* [ASSIGNMENT] An unaltered copy of every line below is the expected output.

* [INFORMATION GIVEN]
● ● ●

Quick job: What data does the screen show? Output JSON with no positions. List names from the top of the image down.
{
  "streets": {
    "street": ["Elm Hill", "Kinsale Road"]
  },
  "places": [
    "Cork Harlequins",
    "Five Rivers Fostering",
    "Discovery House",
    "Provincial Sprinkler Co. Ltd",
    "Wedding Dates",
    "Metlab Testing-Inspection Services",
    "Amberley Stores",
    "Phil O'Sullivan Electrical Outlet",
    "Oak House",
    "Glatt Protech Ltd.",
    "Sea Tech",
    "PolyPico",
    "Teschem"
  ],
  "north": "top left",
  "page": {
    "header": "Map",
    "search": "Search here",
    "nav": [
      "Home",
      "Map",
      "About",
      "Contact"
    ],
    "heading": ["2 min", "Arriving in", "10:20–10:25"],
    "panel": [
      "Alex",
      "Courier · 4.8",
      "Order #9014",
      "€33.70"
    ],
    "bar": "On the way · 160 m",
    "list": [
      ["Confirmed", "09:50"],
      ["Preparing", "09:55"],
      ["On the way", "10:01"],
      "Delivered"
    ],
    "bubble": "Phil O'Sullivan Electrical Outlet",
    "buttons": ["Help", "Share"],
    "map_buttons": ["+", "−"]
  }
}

● ● ●

* [SOLUTION TO THE PROBLEM]
Quick job: What data does the screen show? Output JSON with no positions. List names from the top of the image down.
{
  "streets": {
    "street": ["Elm Hill", "Kinsale Road"]
  },
  "places": [
    "Cork Harlequins",
    "Five Rivers Fostering",
    "Discovery House",
    "Provincial Sprinkler Co. Ltd",
    "Wedding Dates",
    "Metlab Testing-Inspection Services",
    "Amberley Stores",
    "Phil O'Sullivan Electrical Outlet",
    "Oak House",
    "Glatt Protech Ltd.",
    "Sea Tech",
    "PolyPico",
    "Teschem"
  ],
  "north": "top left",
  "page": {
    "header": "Map",
    "search": "Search here",
    "nav": [
      "Home",
      "Map",
      "About",
      "Contact"
    ],
    "heading": ["2 min", "Arriving in", "10:20–10:25"],
    "panel": [
      "Alex",
      "Courier · 4.8",
      "Order #9014",
      "€33.70"
    ],
    "bar": "On the way · 160 m",
    "list": [
      ["Confirmed", "09:50"],
      ["Preparing", "09:55"],
      ["On the way", "10:01"],
      "Delivered"
    ],
    "bubble": "Phil O'Sullivan Electrical Outlet",
    "buttons": ["Help", "Share"],
    "map_buttons": ["+", "−"]
  }
}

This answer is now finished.